Kutovy is a former Poroshenko Bloc lawmaker, and former head of the parliamentary committee on agrarian policy and land management. Before his appointment to the current post in April 2016, he pledged to strengthen state support to farmers and complete the reform of agricultural sector tax regime.
The minister's resignation, which should still be approved by Ukraine's parliament, the Verkhovna Rada, may be an indication that Kutovy sees it almost impossible at the current time for the Ukrainian leadership to secure parliamentary support for radical reform in land governance.
Kutovy's move followed the Rada's refusal to adopt a bill to allow the drafting of a roadmap for broader privatisations of agricultural land. On May 18, only 17 lawmakers supported the motion with a minimum of 226 votes needed, sending a clear message to the country's main donor, the International Monetary Fund (IMF), that almost all political forces in Kyiv reject its demands to launch an agricultural land market.

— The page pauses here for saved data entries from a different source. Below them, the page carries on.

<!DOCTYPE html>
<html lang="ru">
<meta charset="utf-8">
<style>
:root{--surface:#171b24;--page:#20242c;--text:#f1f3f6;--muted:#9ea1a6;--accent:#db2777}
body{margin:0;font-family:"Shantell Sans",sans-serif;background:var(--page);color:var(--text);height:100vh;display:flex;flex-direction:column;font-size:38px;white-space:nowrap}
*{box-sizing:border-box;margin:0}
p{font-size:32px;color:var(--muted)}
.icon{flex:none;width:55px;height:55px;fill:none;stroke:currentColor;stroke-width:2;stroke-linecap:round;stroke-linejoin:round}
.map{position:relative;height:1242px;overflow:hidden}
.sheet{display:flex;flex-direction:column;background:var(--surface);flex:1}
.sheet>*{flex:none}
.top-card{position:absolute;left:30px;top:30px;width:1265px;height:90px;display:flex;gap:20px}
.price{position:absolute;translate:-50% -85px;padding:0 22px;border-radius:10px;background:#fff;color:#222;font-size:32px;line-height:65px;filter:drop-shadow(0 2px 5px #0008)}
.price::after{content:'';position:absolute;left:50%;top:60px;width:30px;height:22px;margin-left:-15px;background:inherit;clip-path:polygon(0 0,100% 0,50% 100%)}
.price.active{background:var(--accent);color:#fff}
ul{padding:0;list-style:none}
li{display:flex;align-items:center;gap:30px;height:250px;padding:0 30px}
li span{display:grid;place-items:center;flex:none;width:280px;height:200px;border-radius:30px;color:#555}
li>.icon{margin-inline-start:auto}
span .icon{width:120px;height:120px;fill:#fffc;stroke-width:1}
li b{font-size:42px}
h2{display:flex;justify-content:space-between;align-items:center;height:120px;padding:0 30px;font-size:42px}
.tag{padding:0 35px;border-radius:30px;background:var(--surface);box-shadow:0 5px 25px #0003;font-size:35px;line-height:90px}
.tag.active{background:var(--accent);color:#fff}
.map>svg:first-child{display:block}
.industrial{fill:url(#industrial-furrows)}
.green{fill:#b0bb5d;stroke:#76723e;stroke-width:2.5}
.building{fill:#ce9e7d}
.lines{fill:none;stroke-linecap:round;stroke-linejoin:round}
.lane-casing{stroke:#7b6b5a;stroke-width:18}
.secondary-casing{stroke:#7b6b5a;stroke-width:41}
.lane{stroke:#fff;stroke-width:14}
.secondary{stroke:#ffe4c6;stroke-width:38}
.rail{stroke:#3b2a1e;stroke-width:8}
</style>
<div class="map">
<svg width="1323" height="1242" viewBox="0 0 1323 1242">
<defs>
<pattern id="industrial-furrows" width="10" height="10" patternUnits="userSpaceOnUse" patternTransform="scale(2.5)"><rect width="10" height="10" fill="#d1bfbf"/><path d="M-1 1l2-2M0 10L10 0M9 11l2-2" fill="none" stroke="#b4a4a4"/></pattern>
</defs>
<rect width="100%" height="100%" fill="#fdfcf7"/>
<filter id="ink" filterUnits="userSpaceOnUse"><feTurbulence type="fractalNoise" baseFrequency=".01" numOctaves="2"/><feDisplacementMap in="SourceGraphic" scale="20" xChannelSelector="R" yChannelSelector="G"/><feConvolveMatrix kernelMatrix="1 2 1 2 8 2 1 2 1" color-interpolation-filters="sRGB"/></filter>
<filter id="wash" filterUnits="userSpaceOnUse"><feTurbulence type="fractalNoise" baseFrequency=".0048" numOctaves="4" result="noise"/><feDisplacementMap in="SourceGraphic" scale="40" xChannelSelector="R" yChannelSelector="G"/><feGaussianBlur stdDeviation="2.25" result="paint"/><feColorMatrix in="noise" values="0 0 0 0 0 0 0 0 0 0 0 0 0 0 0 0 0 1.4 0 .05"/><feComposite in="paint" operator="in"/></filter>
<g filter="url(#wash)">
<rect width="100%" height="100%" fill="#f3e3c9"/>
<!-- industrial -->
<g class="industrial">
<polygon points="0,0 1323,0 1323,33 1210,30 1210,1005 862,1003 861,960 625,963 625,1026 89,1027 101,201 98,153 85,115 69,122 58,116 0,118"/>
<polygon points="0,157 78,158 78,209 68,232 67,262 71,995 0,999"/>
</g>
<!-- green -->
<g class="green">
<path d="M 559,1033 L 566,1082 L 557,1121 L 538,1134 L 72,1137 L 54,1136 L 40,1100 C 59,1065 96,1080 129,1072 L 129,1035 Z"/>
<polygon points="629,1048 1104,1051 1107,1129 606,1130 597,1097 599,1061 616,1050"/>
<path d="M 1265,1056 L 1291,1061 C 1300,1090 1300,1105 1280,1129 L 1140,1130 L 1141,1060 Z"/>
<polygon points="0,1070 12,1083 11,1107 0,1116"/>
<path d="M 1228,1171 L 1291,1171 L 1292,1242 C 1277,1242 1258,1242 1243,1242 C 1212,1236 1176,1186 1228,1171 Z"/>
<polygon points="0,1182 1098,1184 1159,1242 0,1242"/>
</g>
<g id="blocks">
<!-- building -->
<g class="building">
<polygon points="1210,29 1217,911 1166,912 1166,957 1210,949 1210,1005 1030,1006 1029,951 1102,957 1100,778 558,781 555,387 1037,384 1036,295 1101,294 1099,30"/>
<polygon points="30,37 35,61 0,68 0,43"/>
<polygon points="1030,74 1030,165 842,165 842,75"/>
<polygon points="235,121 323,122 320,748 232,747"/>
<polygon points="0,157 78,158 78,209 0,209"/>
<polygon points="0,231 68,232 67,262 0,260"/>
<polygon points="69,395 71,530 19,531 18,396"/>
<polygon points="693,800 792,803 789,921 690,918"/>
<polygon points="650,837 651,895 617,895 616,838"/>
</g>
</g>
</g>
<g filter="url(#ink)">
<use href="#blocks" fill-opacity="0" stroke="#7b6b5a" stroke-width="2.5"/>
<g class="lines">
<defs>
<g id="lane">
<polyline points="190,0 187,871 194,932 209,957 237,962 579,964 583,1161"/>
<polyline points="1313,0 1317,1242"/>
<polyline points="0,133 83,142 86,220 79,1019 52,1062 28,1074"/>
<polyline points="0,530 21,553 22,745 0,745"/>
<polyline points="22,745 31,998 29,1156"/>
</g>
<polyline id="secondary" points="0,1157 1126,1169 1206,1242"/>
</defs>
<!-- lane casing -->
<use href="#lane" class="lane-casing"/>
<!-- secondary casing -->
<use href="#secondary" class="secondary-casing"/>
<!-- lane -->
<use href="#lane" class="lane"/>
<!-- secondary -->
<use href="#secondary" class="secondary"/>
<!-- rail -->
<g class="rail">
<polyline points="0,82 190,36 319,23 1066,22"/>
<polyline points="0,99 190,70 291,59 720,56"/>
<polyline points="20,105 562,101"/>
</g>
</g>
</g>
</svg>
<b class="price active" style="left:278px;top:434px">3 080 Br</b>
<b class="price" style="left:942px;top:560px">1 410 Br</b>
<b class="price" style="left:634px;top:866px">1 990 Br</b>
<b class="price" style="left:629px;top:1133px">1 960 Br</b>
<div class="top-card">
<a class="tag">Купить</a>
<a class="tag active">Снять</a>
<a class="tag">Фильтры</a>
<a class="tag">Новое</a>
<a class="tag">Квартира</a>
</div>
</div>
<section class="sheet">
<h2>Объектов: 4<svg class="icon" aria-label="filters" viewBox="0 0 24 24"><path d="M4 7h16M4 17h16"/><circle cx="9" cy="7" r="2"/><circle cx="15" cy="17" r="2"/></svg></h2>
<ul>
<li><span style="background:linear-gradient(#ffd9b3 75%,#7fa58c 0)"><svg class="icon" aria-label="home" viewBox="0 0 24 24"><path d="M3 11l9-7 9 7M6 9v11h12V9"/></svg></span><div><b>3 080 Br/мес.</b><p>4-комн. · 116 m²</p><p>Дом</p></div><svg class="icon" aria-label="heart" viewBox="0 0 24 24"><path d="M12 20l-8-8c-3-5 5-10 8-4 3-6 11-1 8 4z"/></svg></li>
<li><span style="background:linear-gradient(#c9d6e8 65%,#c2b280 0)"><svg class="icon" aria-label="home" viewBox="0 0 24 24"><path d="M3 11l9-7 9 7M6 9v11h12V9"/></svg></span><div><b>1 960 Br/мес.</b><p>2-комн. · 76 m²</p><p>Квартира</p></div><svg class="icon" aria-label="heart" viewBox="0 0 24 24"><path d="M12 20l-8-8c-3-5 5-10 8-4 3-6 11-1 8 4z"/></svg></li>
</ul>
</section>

In October 2016, the Rada extended the moratorium on sales of farmland until 2018. The motion was supported by 297 lawmakers. Batkivschyna (Fatherland) faction leader Yulia Tymoshenko even suggested prolonging the measure for at least five years, but said a minimum of one year was necessary.
"While Ukraine has a vast area of arable land, use of this land is currently limited by legislation, restricting private owners' ability to sell their land to more efficient users and constraining the use of land as loan collateral," the IMF said in its staff report published in October, 2016.
"Amending the legislation to unlock land-related transactions would generate significant economic gains, including higher incomes and greater tax revenues. New legislation on agricultural land sales is expected to be submitted by end-September 2016," the IMF stressed.
Ukraine's international reserves reached $16.7bn in April after a new $1bn tranche from the IMF released under its $17.5bn support programme for the country, and a second €600mn tranche of macro-financial assistance from the European Union.